Beach perks ..... kittens galore ..... Monarchs, moose and mackerel

This Week in Lincolnville: Summer winds down

Small pleasures at the end of summer
Mon, 08/24/2015 - 4:30pm

     I’m pretty sure you don’t want to hear this, but Summer 2015 is coming to an end. For one thing, it’s dark at 4 a.m. now; we’ve lost nearly an hour and a half of daylight since June. The tomatoes are ripening at a quickening pace, and zucchini wisecracks proliferate. A fellow at church yesterday (I won’t give his name to protect the poor guy) offered to take everyone’s humongous zucchini – sheer zucchini suicide – for the popular relish the church sells.

             Our hens, worn out by their year-long egg laying marathon, have started moulting, and consequently production is down. Meanwhile, this year’s crop of pullets run circles around them, clear-eyed and clean-feathered; they’ve yet to lay their first egg and have no idea of what lies ahead. Something like I felt at 11. Not a clue.

             The shore birds are moulting too. The beach is littered with the soft under-feathers of ducks and gulls, especially along the sea wall. I imagine they might hug the wall at night, sleeping against its warm, solid surface, protecting them from night attack, on one side anyway, though I don’t know what their enemies might be.

             Like all jobs, being on the inside of the Beach trash gig has its perks. Wally has his, and I have mine. Just this morning (wait while I check my pockets) I found a tiny red car, barely an inch long, with wheels that turn, both halves of a snap-together green plastic ball (also tiny), and a small red ring that I’ll add to my stitch markers (a knitting thing). Wally’s aspirations are greater than this. As you might imagine, there are returnables in those trash cans of soggy potato chips, lobster shells, and pizza boxes; raccoon-like he goes through each one, looking for treasure.

             And keeps track. Yes, he has a notebook, and can compare each day’s take with last year’s on this day. As we reach the end of the summer, the competition he has with his last year’s self heats up. While he surpass that total? What was his best day? What does it mean for the overall economy? Oh yes, he has his theories about what people are drinking these days. Domestic versus imported beer, micro brews versus Bud. And what about wine? A few years ago he regularly pulled wine bottles out of the trash, but these days, not so many. A bad economic sign he thinks.

             What do we talk about while going on our daily rounds, as the sun rises and the gulls call and the traffic picks up?  Lately, it’s all speculation about the phantom wine drinker who, every night, consumes a whole bottle, sometimes two, of Oak Leaf wine, neatly replaces the cork, and tosses the empty into the same trash barrel. We assume he (I always mention it could be a “she”) is drinking after dark, and apparently always sitting on the same bench. A restaurant worker relaxing at the end of another long day? A pair of lovers? Since Wally and I are safely tucked in before it’s totally dark outside, we’ll never know.
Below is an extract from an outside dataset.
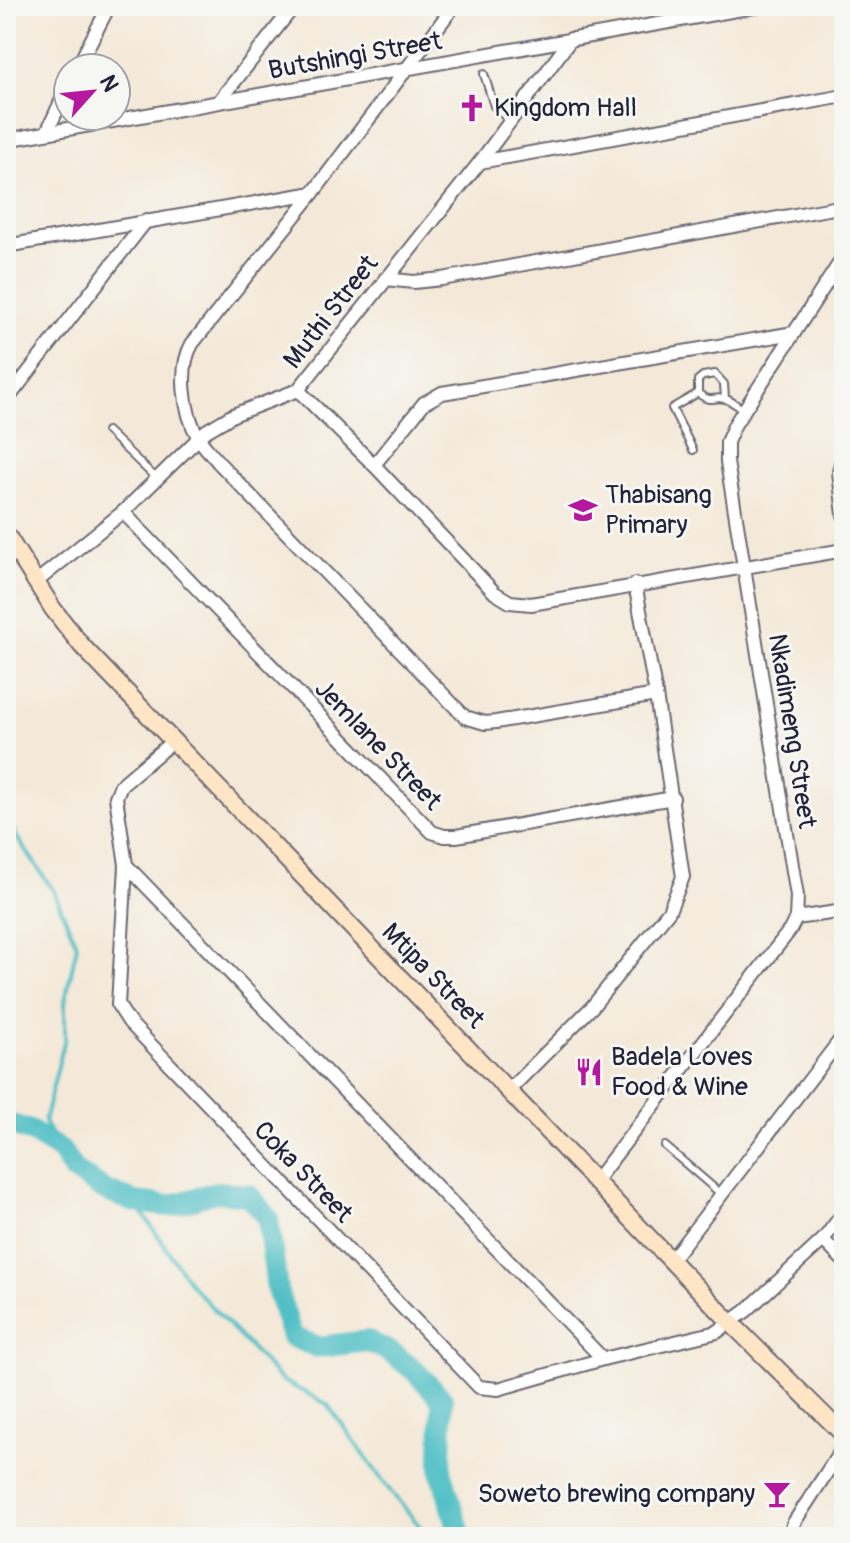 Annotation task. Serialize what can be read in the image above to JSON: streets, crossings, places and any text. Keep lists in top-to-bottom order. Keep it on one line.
{"streets":{"street":["Butshingi Street","Muthi Street","Nkadimeng Street","Jemlane Street","Mtipa Street","Coka Street"]},"crossings":[["Butshingi Street","Muthi Street"],["Muthi Street","Jemlane Street"],["Muthi Street","Mtipa Street"],["Mtipa Street","Coka Street"]],"places":{"church":["Kingdom Hall"],"school or university":["Thabisang Primary"],"restaurant":["Badela Loves Food & Wine"],"bar":["Soweto brewing company"]},"north":"top right"} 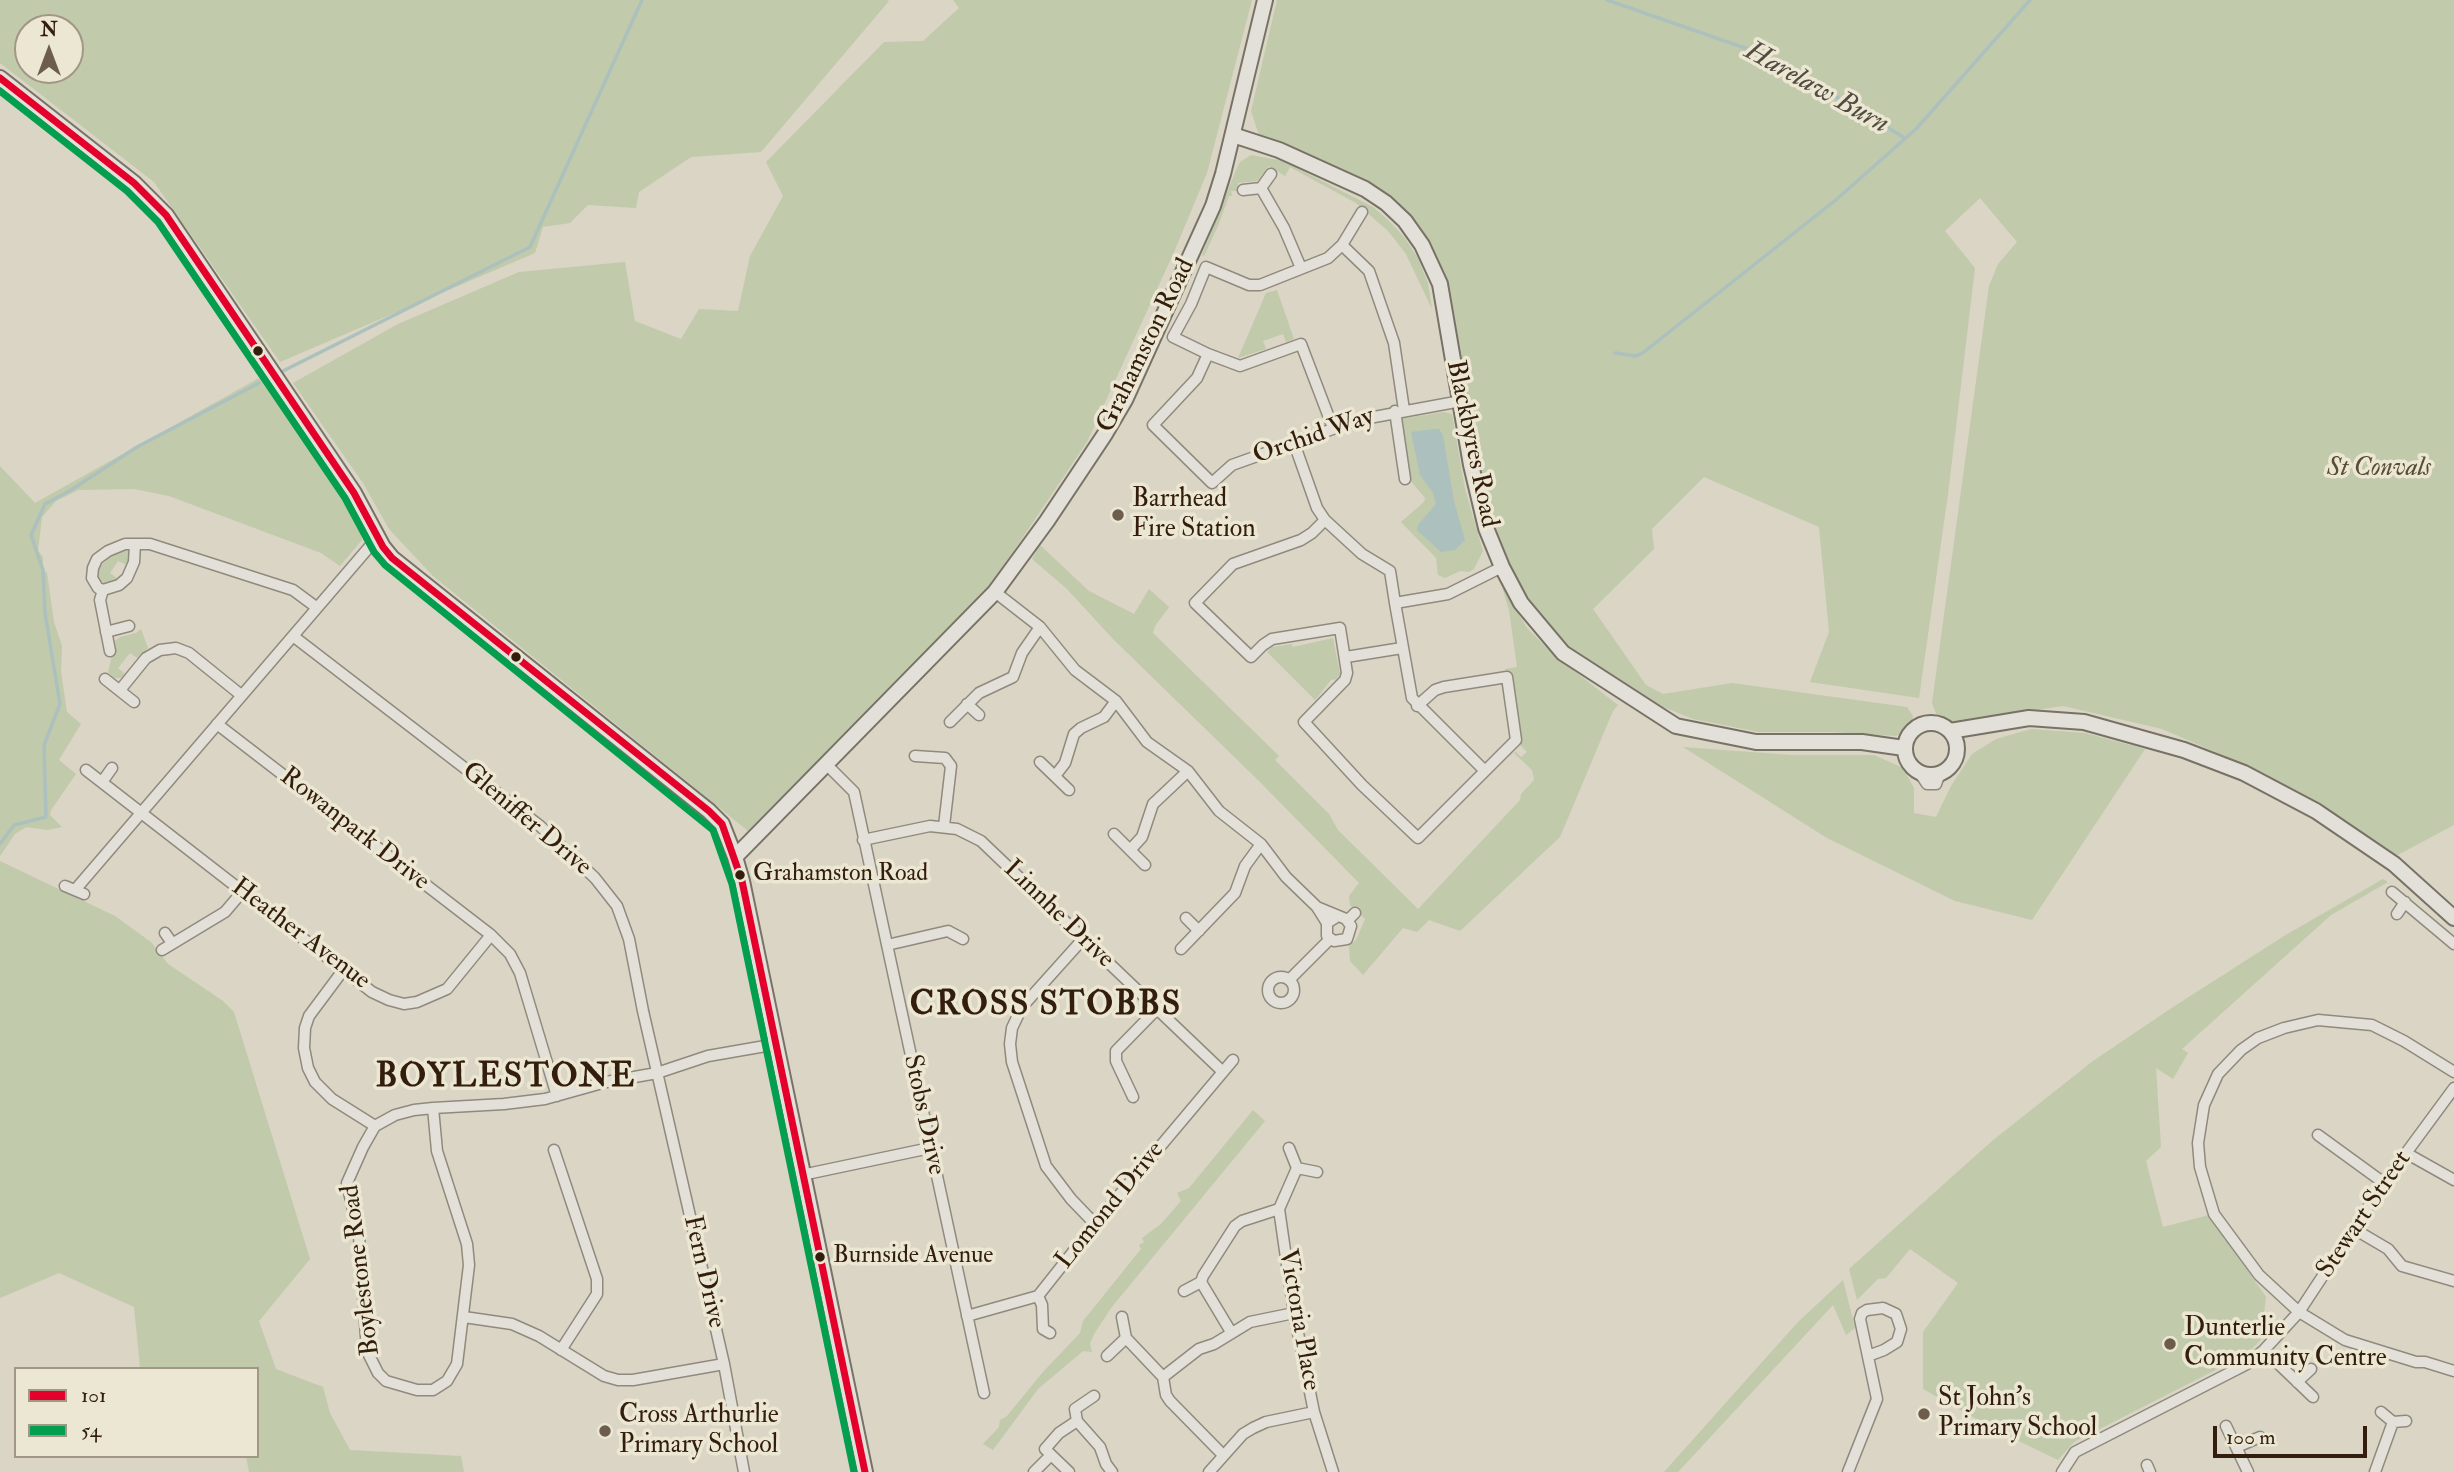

             The end of summer used to bring the Monarch butterflies, remember? When did you last see one? The first assignment for Ann McKittrick’s kindergarteners, before they even came to school, used to be to find a Monarch chrysalis and bring it in the first day so the children could watch the miracle of a butterfly emerging. I remember hunting with each of our two oldest granddaughters, successful with just one. We scouted out all the milkweed, their preferred – only? – food, and didn’t even find much of that. It turns out that, due to a combination of factors, the Monarch is in danger of disappearing, at least from much of its range. (I’d like to find some supporting websites here, but my modem got messed up during this summer’s frequent thunderstorms, and my internet connection is spotty.)

             The one thing we can do is to encourage milkweed growth on our property; don’t mow it down. If you don’t have any, collect a ripe pod from the roadside or wherever you see it, and let the seeds disperse where it can grow unimpeded along with the other grasses and beneficial field plants that the Monarchs and bobolinks, redwing blackbirds and bees love.

    The Last Mackerel

    The engine starts in my old boat

    Reluctantly, as the hydraulic steering

    Kicks in with a bang.

    We make our way, the same way now

    For weeks. Scanning the fish-finder,

    My brother swears its on “Demo” mode

    As the blips indicate a fish or two.

    We fish with everything we have and can buy

    But there are no more fish.

    The screen is empty for miles…Then, a stronger image

    Appears.  We jig and dip Christmas tree rigs

    And finally, my grandson pulls up a fish

    It is the mackerel we have been seeking

    He is alone and small and weak

    We jiggle the hook from his jaws

    And release him, fearing he may be

    The Last Mackerel.

             Tom Crowley wonders where the mackerel are:

     Are other fishermen having the same experience? I remember the mackerel runs in the late summer, cooking them every which way, briefly considering canning them, though a cooler head in the household prevailed. Then, years later, we learned the best way to eat them was smoked; Frank Slegona perfected the method, brining, then smoking the fish he and Wally caught in Rockport Harbor.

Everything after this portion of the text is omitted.